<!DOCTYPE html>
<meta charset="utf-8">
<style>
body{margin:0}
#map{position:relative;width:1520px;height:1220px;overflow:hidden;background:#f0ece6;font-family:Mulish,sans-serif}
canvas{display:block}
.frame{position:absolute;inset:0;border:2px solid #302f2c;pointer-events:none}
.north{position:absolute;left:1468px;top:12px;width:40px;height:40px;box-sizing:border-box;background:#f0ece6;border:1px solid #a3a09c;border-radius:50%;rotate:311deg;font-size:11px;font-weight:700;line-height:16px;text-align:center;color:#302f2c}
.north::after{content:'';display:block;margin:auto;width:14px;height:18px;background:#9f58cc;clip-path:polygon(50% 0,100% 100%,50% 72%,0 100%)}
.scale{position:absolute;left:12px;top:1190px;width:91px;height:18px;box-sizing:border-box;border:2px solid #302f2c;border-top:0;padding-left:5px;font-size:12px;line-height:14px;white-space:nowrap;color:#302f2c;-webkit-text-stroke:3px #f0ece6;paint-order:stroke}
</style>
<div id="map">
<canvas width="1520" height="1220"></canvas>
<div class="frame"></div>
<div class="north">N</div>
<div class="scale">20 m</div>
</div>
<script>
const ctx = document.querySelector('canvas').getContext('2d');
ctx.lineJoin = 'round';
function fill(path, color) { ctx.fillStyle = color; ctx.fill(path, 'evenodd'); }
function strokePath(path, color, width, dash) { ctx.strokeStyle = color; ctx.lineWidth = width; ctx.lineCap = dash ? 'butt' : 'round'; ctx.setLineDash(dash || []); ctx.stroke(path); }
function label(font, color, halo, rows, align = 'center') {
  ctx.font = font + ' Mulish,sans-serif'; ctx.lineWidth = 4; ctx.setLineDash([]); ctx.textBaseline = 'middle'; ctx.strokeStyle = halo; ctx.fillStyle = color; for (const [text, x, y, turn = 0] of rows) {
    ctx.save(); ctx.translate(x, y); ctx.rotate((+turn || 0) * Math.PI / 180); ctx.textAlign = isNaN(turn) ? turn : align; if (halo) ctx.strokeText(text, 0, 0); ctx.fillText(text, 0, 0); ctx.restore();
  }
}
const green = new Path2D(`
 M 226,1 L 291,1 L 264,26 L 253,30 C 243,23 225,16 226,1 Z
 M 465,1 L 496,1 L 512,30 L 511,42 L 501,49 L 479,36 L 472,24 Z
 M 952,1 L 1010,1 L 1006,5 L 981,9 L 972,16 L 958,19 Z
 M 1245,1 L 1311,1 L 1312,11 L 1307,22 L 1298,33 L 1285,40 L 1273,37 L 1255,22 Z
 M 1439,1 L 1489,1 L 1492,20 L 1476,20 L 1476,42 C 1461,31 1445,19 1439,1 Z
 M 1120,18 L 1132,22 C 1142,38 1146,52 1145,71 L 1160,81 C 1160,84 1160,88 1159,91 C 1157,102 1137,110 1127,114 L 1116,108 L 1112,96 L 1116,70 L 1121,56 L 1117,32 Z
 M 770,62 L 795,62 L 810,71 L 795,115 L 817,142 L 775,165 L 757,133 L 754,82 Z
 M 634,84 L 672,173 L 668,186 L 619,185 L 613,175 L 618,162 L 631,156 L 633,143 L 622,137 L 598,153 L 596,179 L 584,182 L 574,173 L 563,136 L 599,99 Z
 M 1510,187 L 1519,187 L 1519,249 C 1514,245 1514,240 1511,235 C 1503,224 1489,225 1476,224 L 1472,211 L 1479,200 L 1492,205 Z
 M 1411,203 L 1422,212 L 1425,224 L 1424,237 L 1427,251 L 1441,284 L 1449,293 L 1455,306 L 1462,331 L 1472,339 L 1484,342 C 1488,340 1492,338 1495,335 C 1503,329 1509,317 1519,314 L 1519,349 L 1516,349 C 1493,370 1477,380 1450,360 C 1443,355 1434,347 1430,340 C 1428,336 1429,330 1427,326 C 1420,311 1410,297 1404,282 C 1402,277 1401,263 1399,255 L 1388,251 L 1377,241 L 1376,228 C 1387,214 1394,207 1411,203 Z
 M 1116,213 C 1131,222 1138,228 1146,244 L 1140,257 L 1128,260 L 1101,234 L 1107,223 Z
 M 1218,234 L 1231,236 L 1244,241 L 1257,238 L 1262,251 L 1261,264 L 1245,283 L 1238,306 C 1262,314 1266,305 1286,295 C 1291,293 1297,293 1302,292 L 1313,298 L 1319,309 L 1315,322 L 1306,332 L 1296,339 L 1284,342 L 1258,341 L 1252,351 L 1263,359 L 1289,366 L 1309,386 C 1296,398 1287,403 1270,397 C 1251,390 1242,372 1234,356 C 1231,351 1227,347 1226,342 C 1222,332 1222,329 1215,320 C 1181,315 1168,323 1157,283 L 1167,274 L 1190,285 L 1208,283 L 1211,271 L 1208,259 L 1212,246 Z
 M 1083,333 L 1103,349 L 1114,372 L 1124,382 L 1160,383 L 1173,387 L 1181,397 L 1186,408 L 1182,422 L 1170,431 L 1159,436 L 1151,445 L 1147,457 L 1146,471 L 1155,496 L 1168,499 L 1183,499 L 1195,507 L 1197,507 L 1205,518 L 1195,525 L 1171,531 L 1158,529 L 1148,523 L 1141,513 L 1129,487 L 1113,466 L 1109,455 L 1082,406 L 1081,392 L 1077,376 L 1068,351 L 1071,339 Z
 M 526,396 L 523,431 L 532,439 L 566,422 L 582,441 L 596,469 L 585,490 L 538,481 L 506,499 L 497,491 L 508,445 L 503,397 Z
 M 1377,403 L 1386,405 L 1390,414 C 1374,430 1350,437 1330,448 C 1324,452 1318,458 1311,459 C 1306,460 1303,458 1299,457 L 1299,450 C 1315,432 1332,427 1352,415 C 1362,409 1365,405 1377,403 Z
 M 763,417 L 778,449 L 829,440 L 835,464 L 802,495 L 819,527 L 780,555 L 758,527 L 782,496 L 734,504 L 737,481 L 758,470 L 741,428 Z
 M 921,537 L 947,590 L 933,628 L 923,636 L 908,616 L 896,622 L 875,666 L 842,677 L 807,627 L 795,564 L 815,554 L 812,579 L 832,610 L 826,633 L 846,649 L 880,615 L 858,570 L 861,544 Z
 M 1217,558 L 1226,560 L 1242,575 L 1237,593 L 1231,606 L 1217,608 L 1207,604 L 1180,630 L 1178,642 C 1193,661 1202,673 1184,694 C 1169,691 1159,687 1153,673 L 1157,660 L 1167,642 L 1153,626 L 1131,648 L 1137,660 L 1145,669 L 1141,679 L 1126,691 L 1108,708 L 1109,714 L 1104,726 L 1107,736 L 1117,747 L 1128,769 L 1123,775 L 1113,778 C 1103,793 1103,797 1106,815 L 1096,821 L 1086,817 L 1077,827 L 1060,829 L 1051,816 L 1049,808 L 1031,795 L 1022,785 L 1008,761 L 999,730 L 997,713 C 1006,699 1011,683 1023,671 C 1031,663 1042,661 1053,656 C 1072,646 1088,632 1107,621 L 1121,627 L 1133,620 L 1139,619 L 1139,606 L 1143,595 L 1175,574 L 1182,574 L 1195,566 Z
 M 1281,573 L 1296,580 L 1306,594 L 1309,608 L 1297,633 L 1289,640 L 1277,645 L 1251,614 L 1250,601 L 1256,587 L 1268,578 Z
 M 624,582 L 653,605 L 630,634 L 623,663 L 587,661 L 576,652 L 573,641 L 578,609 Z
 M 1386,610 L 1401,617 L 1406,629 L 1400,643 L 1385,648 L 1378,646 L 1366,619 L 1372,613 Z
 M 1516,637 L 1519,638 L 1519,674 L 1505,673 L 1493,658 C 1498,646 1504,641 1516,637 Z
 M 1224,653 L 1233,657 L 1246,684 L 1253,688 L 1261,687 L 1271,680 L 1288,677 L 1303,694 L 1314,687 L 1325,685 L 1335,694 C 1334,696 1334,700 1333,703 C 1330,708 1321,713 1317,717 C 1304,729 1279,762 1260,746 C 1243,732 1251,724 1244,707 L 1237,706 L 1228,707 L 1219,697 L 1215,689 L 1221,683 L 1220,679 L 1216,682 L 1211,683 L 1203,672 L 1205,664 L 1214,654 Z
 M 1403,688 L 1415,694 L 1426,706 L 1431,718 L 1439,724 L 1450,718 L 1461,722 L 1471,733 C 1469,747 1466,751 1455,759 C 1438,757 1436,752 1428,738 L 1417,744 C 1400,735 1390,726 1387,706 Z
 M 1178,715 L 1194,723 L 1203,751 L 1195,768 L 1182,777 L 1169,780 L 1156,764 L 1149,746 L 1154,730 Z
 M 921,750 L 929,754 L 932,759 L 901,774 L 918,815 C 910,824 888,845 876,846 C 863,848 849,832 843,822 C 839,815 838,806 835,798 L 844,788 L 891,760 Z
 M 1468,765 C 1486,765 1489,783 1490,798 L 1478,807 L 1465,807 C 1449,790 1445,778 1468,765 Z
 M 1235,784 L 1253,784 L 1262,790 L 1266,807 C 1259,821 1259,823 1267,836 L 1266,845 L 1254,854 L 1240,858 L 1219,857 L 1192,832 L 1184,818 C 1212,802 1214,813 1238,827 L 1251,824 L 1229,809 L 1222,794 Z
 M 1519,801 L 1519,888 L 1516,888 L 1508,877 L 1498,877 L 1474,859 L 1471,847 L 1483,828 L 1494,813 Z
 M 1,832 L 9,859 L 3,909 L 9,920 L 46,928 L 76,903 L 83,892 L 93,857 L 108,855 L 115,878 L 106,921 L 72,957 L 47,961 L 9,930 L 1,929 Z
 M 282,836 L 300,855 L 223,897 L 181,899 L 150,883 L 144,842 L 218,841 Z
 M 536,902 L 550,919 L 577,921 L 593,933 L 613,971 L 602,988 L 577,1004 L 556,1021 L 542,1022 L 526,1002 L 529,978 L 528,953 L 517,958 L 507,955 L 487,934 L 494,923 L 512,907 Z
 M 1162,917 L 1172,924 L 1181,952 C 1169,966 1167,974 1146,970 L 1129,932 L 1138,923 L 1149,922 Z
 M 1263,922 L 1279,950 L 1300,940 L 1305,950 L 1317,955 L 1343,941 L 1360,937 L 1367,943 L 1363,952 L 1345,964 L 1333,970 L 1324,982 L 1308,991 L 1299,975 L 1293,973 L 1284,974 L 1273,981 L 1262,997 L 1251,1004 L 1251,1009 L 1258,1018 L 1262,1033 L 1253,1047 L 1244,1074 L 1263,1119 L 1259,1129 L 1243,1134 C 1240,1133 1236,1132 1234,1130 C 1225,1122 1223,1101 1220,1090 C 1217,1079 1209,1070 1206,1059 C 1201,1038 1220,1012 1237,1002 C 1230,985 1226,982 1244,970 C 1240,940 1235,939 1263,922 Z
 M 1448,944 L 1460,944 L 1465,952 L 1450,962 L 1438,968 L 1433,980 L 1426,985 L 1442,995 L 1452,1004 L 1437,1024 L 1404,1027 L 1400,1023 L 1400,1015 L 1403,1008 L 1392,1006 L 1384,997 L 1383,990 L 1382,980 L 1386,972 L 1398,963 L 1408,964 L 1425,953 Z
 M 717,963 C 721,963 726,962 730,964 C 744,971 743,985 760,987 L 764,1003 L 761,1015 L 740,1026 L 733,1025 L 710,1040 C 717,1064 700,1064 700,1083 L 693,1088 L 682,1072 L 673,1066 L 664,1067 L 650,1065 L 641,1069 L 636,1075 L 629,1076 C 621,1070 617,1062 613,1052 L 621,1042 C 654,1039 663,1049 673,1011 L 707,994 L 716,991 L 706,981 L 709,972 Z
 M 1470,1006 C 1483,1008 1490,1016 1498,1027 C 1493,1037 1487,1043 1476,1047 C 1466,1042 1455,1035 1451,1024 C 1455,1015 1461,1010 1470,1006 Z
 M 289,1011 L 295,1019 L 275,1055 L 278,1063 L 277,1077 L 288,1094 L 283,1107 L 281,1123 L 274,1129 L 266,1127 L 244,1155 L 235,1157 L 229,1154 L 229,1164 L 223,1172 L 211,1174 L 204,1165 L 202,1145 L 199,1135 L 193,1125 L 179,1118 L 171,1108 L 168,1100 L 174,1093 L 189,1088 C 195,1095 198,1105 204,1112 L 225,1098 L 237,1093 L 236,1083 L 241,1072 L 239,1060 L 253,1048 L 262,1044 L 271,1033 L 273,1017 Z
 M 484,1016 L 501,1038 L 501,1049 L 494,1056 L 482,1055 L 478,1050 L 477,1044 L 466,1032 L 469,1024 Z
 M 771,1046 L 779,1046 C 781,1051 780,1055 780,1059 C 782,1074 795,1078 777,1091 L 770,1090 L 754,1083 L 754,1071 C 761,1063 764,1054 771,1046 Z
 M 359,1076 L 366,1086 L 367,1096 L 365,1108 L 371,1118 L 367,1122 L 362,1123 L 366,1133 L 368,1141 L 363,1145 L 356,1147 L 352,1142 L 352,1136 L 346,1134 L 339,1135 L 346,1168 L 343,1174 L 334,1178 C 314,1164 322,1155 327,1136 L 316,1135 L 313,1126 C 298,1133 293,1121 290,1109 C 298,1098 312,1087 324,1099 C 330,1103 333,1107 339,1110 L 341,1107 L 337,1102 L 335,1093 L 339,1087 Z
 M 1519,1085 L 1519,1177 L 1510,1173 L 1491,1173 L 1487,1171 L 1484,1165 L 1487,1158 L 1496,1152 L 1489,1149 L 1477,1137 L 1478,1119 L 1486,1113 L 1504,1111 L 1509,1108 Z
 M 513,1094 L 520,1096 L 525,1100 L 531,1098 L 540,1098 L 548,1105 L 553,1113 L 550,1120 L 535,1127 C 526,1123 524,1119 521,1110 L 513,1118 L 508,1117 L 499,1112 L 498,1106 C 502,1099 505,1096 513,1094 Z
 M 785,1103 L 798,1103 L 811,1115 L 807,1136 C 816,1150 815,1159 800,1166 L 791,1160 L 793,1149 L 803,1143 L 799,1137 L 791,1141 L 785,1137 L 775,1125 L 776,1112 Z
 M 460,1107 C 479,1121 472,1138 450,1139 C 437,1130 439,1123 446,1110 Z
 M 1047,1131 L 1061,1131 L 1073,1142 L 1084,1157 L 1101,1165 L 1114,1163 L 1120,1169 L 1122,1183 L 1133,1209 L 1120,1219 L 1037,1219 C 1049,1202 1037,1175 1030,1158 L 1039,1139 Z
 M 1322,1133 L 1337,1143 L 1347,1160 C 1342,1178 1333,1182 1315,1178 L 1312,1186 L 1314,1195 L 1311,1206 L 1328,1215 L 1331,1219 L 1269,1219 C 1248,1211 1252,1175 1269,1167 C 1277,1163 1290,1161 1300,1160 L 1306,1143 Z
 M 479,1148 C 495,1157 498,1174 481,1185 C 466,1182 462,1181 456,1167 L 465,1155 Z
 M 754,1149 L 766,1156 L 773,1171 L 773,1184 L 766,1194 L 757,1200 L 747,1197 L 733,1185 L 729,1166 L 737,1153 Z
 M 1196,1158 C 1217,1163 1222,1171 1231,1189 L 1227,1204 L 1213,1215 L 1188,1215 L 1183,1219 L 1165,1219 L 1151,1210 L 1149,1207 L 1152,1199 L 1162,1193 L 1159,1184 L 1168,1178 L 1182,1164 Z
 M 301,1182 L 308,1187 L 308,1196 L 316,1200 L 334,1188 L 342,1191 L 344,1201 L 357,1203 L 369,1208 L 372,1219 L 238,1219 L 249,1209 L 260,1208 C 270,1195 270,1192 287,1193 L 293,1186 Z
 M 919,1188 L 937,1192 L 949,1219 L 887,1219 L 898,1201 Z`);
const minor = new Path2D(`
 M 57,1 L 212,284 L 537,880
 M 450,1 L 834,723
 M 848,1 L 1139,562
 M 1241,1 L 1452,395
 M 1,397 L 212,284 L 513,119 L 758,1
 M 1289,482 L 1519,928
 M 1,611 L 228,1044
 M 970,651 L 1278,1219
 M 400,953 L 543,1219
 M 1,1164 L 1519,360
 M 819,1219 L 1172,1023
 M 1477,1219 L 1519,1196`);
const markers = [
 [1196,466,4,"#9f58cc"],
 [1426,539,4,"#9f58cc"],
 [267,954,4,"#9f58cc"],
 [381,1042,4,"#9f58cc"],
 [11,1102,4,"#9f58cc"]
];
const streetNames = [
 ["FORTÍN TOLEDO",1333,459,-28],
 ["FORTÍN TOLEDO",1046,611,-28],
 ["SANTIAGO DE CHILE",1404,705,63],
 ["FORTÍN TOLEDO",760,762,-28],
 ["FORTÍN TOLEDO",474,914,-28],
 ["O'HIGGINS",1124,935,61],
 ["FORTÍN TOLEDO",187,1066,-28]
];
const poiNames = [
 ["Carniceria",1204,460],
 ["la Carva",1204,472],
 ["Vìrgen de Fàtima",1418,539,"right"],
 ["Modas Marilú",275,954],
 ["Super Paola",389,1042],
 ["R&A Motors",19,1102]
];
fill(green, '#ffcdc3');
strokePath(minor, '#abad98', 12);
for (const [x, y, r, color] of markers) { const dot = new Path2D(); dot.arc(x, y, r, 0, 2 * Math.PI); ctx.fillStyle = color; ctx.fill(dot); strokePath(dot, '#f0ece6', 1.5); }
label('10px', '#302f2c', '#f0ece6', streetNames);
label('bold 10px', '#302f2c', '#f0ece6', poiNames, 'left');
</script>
----
Copy exactly the lines from the one with "M 1,397 L 212,284 L 513,119 L 758,1" down to the last line of the records above, and leave out everything else.

 M 1,397 L 212,284 L 513,119 L 758,1
 M 1289,482 L 1519,928
 M 1,611 L 228,1044
 M 970,651 L 1278,1219
 M 400,953 L 543,1219
 M 1,1164 L 1519,360
 M 819,1219 L 1172,1023
 M 1477,1219 L 1519,1196`);
const markers = [
 [1196,466,4,"#9f58cc"],
 [1426,539,4,"#9f58cc"],
 [267,954,4,"#9f58cc"],
 [381,1042,4,"#9f58cc"],
 [11,1102,4,"#9f58cc"]
];
const streetNames = [
 ["FORTÍN TOLEDO",1333,459,-28],
 ["FORTÍN TOLEDO",1046,611,-28],
 ["SANTIAGO DE CHILE",1404,705,63],
 ["FORTÍN TOLEDO",760,762,-28],
 ["FORTÍN TOLEDO",474,914,-28],
 ["O'HIGGINS",1124,935,61],
 ["FORTÍN TOLEDO",187,1066,-28]
];
const poiNames = [
 ["Carniceria",1204,460],
 ["la Carva",1204,472],
 ["Vìrgen de Fàtima",1418,539,"right"],
 ["Modas Marilú",275,954],
 ["Super Paola",389,1042],
 ["R&A Motors",19,1102]
];
fill(green, '#ffcdc3');
strokePath(minor, '#abad98', 12);
for (const [x, y, r, color] of markers) { const dot = new Path2D(); dot.arc(x, y, r, 0, 2 * Math.PI); ctx.fillStyle = color; ctx.fill(dot); strokePath(dot, '#f0ece6', 1.5); }
label('10px', '#302f2c', '#f0ece6', streetNames);
label('bold 10px', '#302f2c', '#f0ece6', poiNames, 'left');
</script>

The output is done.